Wednesday, March 7, 2012

Predictive Analytics - Maximizing the Marketing Budget of Small and Midsize Businesses


By 

Expert Author Jed C. Jones Ph.D.
If you are like most marketers and business owners, there have likely be times when you have wished for a crystal ball to see how your prospects would react to your marketing campaigns. While there are no known crystal balls, there is something that can help: predictive analytics.
Predictive analytics was once a practice only open to Fortune 500 companies equipped with huge data mining and marketing budgets. However, today entrepreneurs and small businesses alike are leveraging predictive analytics in order to maximize their marketing budgets.
Predictive analytics is a loosely-defined set of database marketing and statistical techniques used to create models that can exploit patterns found in historical data. A company's transactional data is scanned for underlying relationships and patterns that can then be used to predict customer behavior in the future. This type of analysis provides business owners with information we can use to make better decisions about our marketing strategies.
What all of this means for businesses is this: you can use the transactional data you have been collecting from your online store or brick and mortar storefront and combine it with externally-available data in order to predict future customer or prospect behaviors. As the business owner or marketing manager, you become empowered to categorize customers based on their various characteristics and behaviors.

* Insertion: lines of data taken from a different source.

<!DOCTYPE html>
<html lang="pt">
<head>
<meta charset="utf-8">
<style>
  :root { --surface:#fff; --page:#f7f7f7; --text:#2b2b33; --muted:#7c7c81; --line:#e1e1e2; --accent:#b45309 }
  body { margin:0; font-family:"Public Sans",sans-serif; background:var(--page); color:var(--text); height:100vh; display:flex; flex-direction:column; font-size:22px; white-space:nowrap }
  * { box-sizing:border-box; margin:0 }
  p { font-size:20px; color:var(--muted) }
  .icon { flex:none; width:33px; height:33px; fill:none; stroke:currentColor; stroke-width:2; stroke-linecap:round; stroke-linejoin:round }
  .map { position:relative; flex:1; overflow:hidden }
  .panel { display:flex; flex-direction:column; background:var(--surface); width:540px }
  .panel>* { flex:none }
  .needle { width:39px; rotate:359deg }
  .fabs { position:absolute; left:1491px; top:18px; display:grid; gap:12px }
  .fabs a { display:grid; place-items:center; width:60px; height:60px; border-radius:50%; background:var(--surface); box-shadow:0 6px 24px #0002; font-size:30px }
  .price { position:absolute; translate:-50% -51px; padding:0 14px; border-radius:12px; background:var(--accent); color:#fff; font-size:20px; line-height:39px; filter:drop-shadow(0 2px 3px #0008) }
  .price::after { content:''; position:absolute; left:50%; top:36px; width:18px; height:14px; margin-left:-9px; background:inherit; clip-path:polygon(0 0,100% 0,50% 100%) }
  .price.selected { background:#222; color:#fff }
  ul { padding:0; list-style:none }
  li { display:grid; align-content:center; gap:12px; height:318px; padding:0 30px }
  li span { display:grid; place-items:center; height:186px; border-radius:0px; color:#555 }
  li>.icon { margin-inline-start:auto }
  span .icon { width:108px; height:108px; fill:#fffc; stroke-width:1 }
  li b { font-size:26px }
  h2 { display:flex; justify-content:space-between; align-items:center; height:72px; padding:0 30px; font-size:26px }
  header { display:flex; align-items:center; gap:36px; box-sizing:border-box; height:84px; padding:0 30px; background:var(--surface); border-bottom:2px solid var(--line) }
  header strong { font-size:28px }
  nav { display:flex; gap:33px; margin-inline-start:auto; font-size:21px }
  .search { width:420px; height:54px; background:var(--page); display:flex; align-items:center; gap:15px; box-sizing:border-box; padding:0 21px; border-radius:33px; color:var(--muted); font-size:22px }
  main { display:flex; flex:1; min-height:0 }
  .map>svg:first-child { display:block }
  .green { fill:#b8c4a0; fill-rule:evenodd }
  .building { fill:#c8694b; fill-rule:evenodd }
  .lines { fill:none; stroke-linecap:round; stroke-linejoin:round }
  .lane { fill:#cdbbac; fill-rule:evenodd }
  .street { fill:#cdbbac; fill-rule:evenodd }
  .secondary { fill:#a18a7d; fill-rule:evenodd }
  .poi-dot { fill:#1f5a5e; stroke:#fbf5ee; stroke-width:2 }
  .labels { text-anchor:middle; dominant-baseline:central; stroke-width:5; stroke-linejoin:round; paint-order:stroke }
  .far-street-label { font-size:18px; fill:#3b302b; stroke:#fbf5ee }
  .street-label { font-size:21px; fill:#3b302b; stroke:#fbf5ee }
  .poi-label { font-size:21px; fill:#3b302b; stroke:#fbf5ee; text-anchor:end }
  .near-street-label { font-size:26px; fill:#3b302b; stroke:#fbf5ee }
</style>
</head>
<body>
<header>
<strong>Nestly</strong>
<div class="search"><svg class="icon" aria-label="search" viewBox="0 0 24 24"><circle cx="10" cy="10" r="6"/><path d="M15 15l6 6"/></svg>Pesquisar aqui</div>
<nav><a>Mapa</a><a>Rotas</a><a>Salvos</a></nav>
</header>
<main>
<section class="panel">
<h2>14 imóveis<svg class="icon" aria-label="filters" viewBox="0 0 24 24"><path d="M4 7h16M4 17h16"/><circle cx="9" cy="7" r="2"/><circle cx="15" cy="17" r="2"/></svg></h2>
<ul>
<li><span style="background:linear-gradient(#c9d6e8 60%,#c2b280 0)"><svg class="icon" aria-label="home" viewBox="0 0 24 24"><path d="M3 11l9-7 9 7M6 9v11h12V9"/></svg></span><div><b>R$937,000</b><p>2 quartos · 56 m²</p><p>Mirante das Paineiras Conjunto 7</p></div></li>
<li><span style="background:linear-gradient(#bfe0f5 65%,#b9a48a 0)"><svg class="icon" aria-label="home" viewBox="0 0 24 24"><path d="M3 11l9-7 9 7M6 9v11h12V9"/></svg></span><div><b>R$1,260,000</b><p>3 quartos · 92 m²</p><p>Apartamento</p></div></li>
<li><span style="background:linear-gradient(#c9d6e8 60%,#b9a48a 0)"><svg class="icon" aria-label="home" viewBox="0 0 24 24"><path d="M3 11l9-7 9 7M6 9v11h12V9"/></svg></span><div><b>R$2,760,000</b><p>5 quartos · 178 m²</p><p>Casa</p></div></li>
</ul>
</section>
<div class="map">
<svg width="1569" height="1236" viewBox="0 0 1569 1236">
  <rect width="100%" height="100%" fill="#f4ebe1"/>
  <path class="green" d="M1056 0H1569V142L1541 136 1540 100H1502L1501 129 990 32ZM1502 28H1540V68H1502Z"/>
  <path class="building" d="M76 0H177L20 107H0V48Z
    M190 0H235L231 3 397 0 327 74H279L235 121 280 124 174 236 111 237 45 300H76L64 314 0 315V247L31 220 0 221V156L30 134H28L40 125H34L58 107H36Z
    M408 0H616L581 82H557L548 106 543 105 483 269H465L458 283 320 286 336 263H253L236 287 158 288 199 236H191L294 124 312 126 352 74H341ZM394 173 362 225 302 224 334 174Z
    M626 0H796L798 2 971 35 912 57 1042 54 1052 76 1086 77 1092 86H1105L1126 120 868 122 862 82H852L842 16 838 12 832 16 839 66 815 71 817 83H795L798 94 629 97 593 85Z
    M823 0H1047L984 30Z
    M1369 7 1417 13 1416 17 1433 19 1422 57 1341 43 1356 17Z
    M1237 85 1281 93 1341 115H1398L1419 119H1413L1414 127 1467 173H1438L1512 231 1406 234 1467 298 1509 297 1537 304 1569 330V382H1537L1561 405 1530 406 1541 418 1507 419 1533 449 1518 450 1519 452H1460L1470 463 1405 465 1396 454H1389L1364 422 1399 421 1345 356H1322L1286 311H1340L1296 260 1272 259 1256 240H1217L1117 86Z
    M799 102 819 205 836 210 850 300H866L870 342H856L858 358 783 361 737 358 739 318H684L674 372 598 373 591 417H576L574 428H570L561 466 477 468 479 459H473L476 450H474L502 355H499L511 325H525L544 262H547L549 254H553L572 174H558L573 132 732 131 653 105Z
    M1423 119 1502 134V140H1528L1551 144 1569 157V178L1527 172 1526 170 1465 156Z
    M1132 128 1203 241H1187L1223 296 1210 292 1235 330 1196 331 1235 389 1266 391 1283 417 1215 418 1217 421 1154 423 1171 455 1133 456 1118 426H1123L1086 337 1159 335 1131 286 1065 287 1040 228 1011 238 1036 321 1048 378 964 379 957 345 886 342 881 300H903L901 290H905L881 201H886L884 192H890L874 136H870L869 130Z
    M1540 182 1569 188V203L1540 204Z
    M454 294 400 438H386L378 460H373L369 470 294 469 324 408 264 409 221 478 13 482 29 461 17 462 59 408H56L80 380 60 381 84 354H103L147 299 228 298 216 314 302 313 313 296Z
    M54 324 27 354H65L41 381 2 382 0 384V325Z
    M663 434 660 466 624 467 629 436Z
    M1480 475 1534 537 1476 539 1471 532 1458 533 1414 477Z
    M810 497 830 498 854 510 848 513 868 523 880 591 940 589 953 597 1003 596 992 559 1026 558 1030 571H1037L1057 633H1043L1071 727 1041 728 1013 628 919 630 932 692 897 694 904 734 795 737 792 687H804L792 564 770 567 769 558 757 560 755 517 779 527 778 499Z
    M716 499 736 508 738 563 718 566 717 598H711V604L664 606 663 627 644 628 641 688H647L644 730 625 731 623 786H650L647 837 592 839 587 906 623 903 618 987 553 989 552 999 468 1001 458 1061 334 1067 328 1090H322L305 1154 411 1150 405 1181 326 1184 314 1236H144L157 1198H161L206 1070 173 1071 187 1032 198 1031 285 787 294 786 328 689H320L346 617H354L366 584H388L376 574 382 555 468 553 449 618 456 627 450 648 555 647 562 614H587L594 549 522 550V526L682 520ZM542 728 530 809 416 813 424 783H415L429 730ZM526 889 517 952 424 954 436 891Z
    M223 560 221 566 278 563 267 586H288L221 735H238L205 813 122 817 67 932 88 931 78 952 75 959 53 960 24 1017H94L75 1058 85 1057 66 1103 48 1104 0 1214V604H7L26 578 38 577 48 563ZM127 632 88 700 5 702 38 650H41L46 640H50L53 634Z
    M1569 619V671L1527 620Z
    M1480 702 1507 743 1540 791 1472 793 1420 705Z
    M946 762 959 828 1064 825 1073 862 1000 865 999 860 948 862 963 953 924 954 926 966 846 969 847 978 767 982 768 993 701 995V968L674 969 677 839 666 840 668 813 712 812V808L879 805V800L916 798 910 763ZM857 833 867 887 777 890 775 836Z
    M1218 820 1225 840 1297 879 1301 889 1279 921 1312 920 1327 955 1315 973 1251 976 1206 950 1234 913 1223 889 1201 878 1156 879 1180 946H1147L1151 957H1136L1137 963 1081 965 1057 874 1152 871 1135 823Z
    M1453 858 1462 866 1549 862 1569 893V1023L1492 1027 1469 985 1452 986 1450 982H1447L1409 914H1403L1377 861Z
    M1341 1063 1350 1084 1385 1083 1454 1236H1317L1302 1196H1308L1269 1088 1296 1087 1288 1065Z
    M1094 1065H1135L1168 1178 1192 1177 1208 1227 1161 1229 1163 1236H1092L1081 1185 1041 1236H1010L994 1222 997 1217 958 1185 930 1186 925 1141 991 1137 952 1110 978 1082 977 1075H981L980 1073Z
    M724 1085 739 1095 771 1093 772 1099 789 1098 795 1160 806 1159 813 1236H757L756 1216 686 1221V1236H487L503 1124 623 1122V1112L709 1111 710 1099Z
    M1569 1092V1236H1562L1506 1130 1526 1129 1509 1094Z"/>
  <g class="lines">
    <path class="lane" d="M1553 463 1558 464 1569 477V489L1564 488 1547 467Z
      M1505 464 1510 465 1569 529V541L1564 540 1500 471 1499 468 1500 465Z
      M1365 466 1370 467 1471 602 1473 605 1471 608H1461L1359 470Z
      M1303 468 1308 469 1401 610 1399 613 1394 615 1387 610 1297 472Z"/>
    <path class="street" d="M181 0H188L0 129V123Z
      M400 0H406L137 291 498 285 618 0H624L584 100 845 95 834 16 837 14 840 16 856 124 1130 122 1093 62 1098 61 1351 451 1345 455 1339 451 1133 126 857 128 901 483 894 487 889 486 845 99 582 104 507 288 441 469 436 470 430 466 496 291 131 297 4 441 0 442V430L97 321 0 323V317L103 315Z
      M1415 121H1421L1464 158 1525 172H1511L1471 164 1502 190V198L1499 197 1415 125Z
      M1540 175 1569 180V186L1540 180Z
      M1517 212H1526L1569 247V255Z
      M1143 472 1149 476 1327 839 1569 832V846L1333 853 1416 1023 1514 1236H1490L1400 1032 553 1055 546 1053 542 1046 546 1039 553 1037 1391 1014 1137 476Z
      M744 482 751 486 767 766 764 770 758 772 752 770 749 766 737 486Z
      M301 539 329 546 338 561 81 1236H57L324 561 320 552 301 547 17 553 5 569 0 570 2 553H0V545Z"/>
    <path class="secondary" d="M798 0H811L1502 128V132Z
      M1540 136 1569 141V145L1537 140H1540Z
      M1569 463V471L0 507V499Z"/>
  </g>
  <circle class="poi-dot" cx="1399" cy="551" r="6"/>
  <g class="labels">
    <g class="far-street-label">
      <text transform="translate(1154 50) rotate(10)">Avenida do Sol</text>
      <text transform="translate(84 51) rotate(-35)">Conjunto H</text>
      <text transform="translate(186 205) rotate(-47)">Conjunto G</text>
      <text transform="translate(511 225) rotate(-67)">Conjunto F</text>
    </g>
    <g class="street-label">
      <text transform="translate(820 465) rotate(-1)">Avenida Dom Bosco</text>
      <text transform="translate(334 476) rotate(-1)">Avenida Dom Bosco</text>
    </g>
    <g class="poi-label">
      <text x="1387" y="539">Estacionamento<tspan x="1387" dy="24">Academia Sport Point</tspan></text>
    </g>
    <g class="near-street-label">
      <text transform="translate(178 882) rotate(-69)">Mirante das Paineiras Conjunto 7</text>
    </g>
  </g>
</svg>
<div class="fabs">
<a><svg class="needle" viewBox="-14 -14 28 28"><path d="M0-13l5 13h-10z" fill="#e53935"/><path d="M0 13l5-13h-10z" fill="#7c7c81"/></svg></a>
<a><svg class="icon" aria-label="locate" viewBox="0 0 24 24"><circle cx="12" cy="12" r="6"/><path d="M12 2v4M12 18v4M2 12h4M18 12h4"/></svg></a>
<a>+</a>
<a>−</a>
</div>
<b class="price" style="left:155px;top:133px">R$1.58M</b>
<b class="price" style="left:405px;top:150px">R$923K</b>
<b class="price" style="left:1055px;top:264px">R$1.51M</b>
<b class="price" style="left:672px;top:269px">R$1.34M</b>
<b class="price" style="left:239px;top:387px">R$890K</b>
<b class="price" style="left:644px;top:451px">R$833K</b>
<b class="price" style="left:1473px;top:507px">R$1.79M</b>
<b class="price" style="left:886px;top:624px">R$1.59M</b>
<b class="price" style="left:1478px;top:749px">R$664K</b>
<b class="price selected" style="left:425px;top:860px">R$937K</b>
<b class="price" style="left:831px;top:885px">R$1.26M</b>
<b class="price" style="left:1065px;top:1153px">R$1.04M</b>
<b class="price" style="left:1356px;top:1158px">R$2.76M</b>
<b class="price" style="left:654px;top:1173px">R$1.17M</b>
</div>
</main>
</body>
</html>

There are essentially two types of customer data: characteristics and behaviors. Characteristics relate to who your customers are, such as age, income, race, and location are all characteristics. Meanwhile, behaviors are actions that your customers' take with respect to your products, services, offerings and promotions. For example, a customer's e-mail response rate, whether they take company surveys, how often they shop for the company's product can all be cross-tabulated against whether the customer does or doesn't make a purchase.
This type of information gives you insights into who your customers are. It also allows you to predict what they will do in response to certain marketing stimuli. For example, suppose you are able to meaningfully categorize your customers based upon their total purchase amount within the past year as being greater or less than $300. Using predictive analytics based upon your historical customer and sales order data, you can determine what other data, such as age, race, income, or even the time of day, week, month, or year, can be used to predict which buying group a given customer likely belongs to.

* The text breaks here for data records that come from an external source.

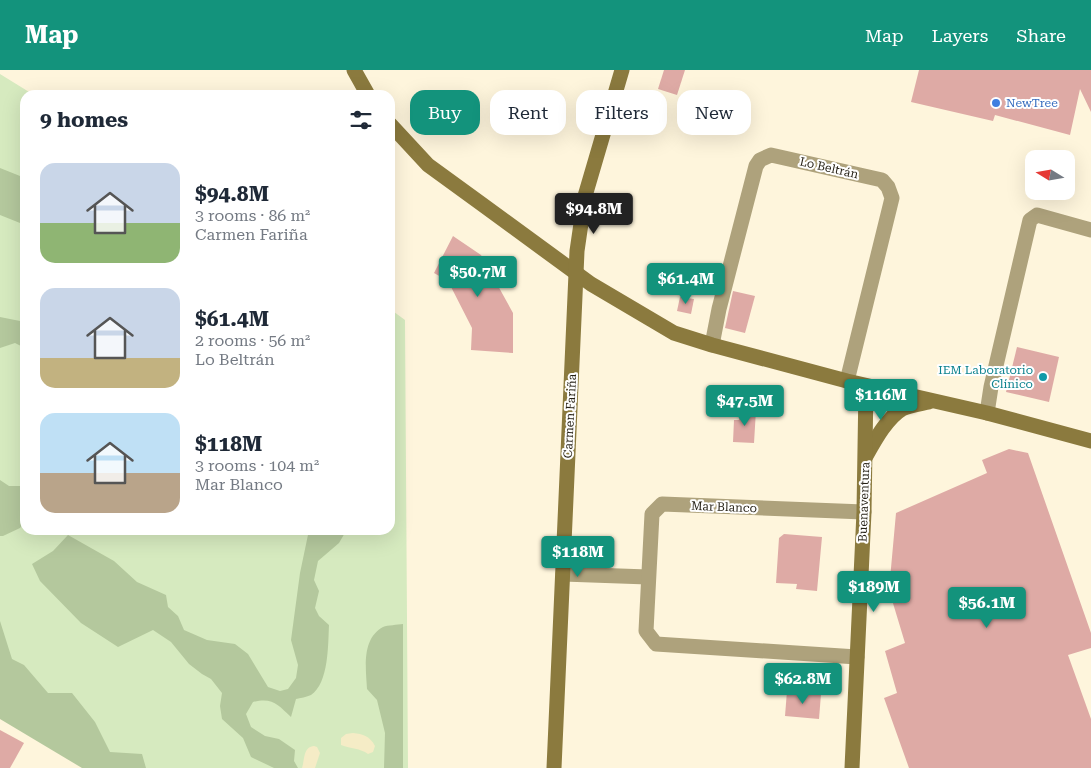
<!DOCTYPE html>
<html lang="en">
<head>
<meta charset="utf-8">
<style>
  body { margin:0; font-family:"Roboto Serif",serif; background:#f6f6f7; color:#1f2937; height:100vh; display:flex; flex-direction:column; font-size:19px; white-space:nowrap }
  * { box-sizing:border-box; margin:0 }
  p { font-size:16px; color:#747a83 }
  .icon { flex:none; width:28px; height:28px; fill:none; stroke:currentColor; stroke-width:2; stroke-linecap:round; stroke-linejoin:round }
  .map { position:relative; flex:1; overflow:hidden }
  .side { position:absolute; left:20px; top:20px; width:375px; height:445px; display:flex; flex-direction:column; background:#fff; border-radius:15px; box-shadow:0 5px 20px #0002 }
  .side>* { flex:none }
  .guide { position:absolute; left:410px; top:20px; width:475px; height:45px; display:flex; gap:10px }
  .needle { width:32px; rotate:281deg }
  .fabs { position:absolute; left:1025px; top:80px; display:grid; gap:10px }
  .fabs a { display:grid; place-items:center; width:50px; height:50px; border-radius:10px; background:#fff; box-shadow:0 5px 20px #0002; font-size:25px }
  .price { position:absolute; translate:-50% -42px; padding:0 11px; border-radius:5px; background:#13937c; color:#fff; font-size:16px; line-height:32px; filter:drop-shadow(0 1px 2px #0008) }
  .price::after { content:''; position:absolute; left:50%; top:30px; width:15px; height:11px; margin-left:-8px; background:inherit; clip-path:polygon(0 0,100% 0,50% 100%) }
  .price.current { background:#222; color:#fff }
  ul { padding:0; list-style:none }
  li { display:flex; align-items:center; gap:15px; height:125px; padding:0 20px }
  li span { display:grid; place-items:center; flex:none; width:140px; height:100px; border-radius:15px; color:#555 }
  li>.icon { margin-inline-start:auto }
  span .icon { width:60px; height:60px; fill:#fffc; stroke-width:1 }
  li b { font-size:21px }
  h2 { display:flex; justify-content:space-between; align-items:center; height:60px; padding:0 20px; font-size:21px }
  .tag { padding:0 18px; border-radius:15px; background:#fff; box-shadow:0 5px 20px #0002; font-size:18px; line-height:45px }
  .tag.current { background:#13937c; color:#fff }
  header { display:flex; align-items:center; gap:30px; box-sizing:border-box; height:70px; padding:0 25px; background:#13937c; color:#fff }
  header strong { font-size:24px }
  nav { display:flex; gap:28px; margin-inline-start:auto; font-size:18px }
  .map>svg:first-child { display:block }
  .green { fill:#d6eabf }
  .forest { fill:#b4c89d }
  .sand { fill:#f5ecc6 }
  .building { fill:#deaaa5 }
  .lines { fill:none; stroke-linecap:round; stroke-linejoin:round }
  .street { stroke:#aea27c; stroke-width:15 }
  .secondary { stroke:#8b7a3e; stroke-width:15 }
  .shop-dot { fill:#3f7fe0; stroke:#fff; stroke-width:2 }
  .culture-dot { fill:#0f9aa8; stroke:#fff; stroke-width:2 }
  .labels { text-anchor:middle; stroke-width:4; stroke-linejoin:round; paint-order:stroke }
  .shop-label { font-size:12px; fill:#366cbe; stroke:#fff; text-anchor:start }
  .street-label { font-size:12px; fill:#241f14; stroke:#fff }
  .culture-label { font-size:12px; fill:#0d838f; stroke:#fff; text-anchor:end }
</style>
</head>
<body>
<header>
<strong>Map</strong>
<nav><a>Map</a><a>Layers</a><a>Share</a></nav>
</header>
<div class="map">
<svg width="1091" height="698" viewBox="0 0 1091 698">
  <rect width="100%" height="100%" fill="#fef5dc"/>
  <!-- green -->
  <path class="green" d="M 0,4 L 34,25 L 25,25 L 25,460 L 390,460 L 390,239 L 405,250 L 408,698 L 95,698 L 0,644 Z"/>
  <!-- forest -->
  <g class="forest">
    <path d="M 0,98 L 25,108 L 25,155 L 0,145 Z"/>
    <path d="M 0,247 L 20,251 L 25,255 L 25,278 L 15,273 L 0,278 Z"/>
    <path d="M 0,410 L 9,416 L 25,416 L 25,451 L 20,458 L 3,466 L 0,466 Z"/>
    <path d="M 309,460 L 346,461 L 339,473 L 318,491 L 314,510 L 319,521 L 315,538 L 319,546 L 329,555 C 328,574 329,613 311,625 C 307,627 300,628 296,629 L 291,647 C 278,635 273,627 253,632 L 246,644 L 251,657 L 265,666 L 279,669 L 295,680 L 294,691 L 298,698 L 274,698 L 251,687 L 243,668 L 222,649 L 220,636 L 222,623 L 211,609 L 202,604 L 189,594 L 171,572 L 153,560 L 118,577 L 81,553 L 40,511 L 32,494 L 53,481 L 68,465 L 114,491 L 137,512 L 166,525 L 168,537 L 178,546 L 184,560 L 207,570 L 235,574 L 248,584 L 268,617 L 280,621 L 288,619 L 296,608 L 298,595 L 291,570 L 300,503 Z"/>
    <path d="M 0,551 L 12,589 L 24,595 L 48,623 L 72,623 L 95,652 L 110,682 L 142,684 L 146,698 L 82,698 L 0,649 Z"/>
    <path d="M 403,554 L 403,698 L 384,698 L 385,663 L 377,630 L 367,619 C 366,599 361,569 383,557 C 388,555 397,555 403,554 Z"/>
  </g>
  <!-- sand -->
  <g class="sand">
    <path d="M 353,663 C 363,664 370,666 375,676 L 373,682 L 368,684 C 360,678 351,679 341,675 L 341,668 L 346,664 Z"/>
    <path d="M 314,676 L 317,677 L 320,683 L 315,698 L 302,698 C 305,689 303,677 314,676 Z"/>
  </g>
  <!-- building -->
  <g class="building">
    <path d="M 664,0 L 685,0 L 677,25 L 658,19 Z"/>
    <path d="M 919,0 L 1091,0 L 1091,42 L 1080,19 L 1070,65 L 995,45 L 993,51 L 911,32 Z"/>
    <path d="M 453,166 L 481,185 L 513,243 L 513,283 L 471,280 L 472,258 L 448,211 L 434,203 Z"/>
    <path d="M 733,221 L 755,226 L 745,263 L 725,258 Z"/>
    <path d="M 680,227 L 694,229 L 691,244 L 677,241 Z"/>
    <path d="M 1017,277 L 1059,287 L 1049,332 L 1006,322 Z"/>
    <path d="M 740,340 L 756,340 L 754,373 L 733,372 L 734,350 L 739,350 Z"/>
    <path d="M 1009,379 L 1028,383 L 1091,563 L 1091,578 L 1068,585 L 1091,649 L 1091,698 L 909,698 L 884,628 L 897,623 L 885,581 L 905,573 L 889,520 L 896,443 L 987,403 L 982,390 Z"/>
    <path d="M 784,464 L 822,467 L 817,521 L 796,519 L 797,514 L 776,513 L 779,468 Z"/>
    <path d="M 787,621 L 821,624 L 819,649 L 785,646 Z"/>
    <path d="M 0,660 L 24,673 L 10,698 L 0,698 Z"/>
  </g>
  <g class="lines">
    <!-- street -->
    <g class="street">
      <path d="M 712,275 L 719,239 L 756,96 L 760,90 L 771,85 L 882,110 L 888,117 L 892,128 L 847,311"/>
      <path d="M 987,343 L 991,317 L 1030,150 L 1037,145 L 1091,160"/>
      <path d="M 563,504 L 648,507"/>
      <path d="M 857,587 L 656,574 L 646,561 L 652,444 L 662,434 L 864,442"/>
    </g>
    <!-- secondary -->
    <g class="secondary">
      <path d="M 354,0 L 368,25"/>
      <path d="M 390,54 L 428,95 L 483,135 L 591,214 L 674,263 L 712,275 L 847,311 L 987,343 L 1091,371"/>
      <path d="M 866,386 C 875,370 887,348 902,339 C 911,335 920,334 929,332"/>
      <path d="M 554,698 L 577,181 L 585,126 L 622,0"/>
      <path d="M 852,698 L 864,442 L 866,316"/>
    </g>
  </g>
  <!-- markers -->
  <circle class="shop-dot" cx="996" cy="33" r="5"/>
  <circle class="culture-dot" cx="1043" cy="307" r="5"/>
  <g class="labels">
    <!-- shop labels -->
    <g class="shop-label">
      <text x="1006" y="37">NewTree</text>
    </g>
    <!-- street labels -->
    <g class="street-label">
      <text transform="translate(829 98) rotate(13)" y="4">Lo Beltrán</text>
      <text transform="translate(570 346) rotate(-87)" y="4">Carmen Fariña</text>
      <text transform="translate(864 432) rotate(-88)" y="4">Buenaventura</text>
      <text transform="translate(724 437) rotate(2)" y="4">Mar Blanco</text>
    </g>
    <!-- culture labels -->
    <g class="culture-label">
      <text x="1033" y="304">IEM Laboratorio<tspan x="1033" dy="14">Clínico</tspan></text>
    </g>
  </g>
</svg>
<div class="fabs">
<a><svg class="needle" viewBox="-14 -14 28 28"><path d="M0-13l5 13h-10z" fill="#e53935"/><path d="M0 13l5-13h-10z" fill="#747a83"/></svg></a>
</div>
<b class="price current" style="left:594px;top:165px">$94.8M</b>
<b class="price" style="left:478px;top:228px">$50.7M</b>
<b class="price" style="left:686px;top:235px">$61.4M</b>
<b class="price" style="left:881px;top:351px">$116M</b>
<b class="price" style="left:745px;top:357px">$47.5M</b>
<b class="price" style="left:578px;top:508px">$118M</b>
<b class="price" style="left:874px;top:543px">$189M</b>
<b class="price" style="left:987px;top:559px">$56.1M</b>
<b class="price" style="left:803px;top:635px">$62.8M</b>
<div class="guide">
<a class="tag current">Buy</a>
<a class="tag">Rent</a>
<a class="tag">Filters</a>
<a class="tag">New</a>
</div>
<section class="side">
<h2>9 homes<svg class="icon" aria-label="filters" viewBox="0 0 24 24"><path d="M4 7h16M4 17h16"/><circle cx="9" cy="7" r="2"/><circle cx="15" cy="17" r="2"/></svg></h2>
<ul>
<li><span style="background:linear-gradient(#c9d6e8 60%,#8fb573 0)"><svg class="icon" aria-label="home" viewBox="0 0 24 24"><path d="M3 11l9-7 9 7M6 9v11h12V9"/></svg></span><div><b>$94.8M</b><p>3 rooms · 86 m²</p><p>Carmen Fariña</p></div></li>
<li><span style="background:linear-gradient(#c9d6e8 70%,#c2b280 0)"><svg class="icon" aria-label="home" viewBox="0 0 24 24"><path d="M3 11l9-7 9 7M6 9v11h12V9"/></svg></span><div><b>$61.4M</b><p>2 rooms · 56 m²</p><p>Lo Beltrán</p></div></li>
<li><span style="background:linear-gradient(#bfe0f5 60%,#b9a48a 0)"><svg class="icon" aria-label="home" viewBox="0 0 24 24"><path d="M3 11l9-7 9 7M6 9v11h12V9"/></svg></span><div><b>$118M</b><p>3 rooms · 104 m²</p><p>Mar Blanco</p></div></li>
</ul>
</section>
</div>
</body>
</html>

There are thousands of possible variables that can be used to better predict a customer or prospective customer's behavior. Some of these variables will turn out to be irrelevant (or, as we say, "not predictive"), of future actions. However, other variables will exhibit a high degree of correlation with purchase behavior. You can use these highly-relevant variables to construct a predictive model and apply it to those prospects who have not yet purchased from you.
In this way, you can focus on your best, most profitable customers, targeting them with carefully-designed advertising and special offerings. With predictive analytics, you know who these customers are and what they will respond to. This information can help you better design ads, campaigns, websites, or even your business model.
This sophisticated level of data collection and analytics was once only possible for large companies with deep pockets who could afford the technology and human resources required to draw predictive patterns from databases. Luckily for marketers everywhere, data today is more available and more easily accessed than ever before. Extremely large databases can be stored on personal computers. And, analytics software and techniques become more accessible to small and midsize businesses. These trends allow just about any company, regardless of size, to use predictive analytics to maximize their marketing budget.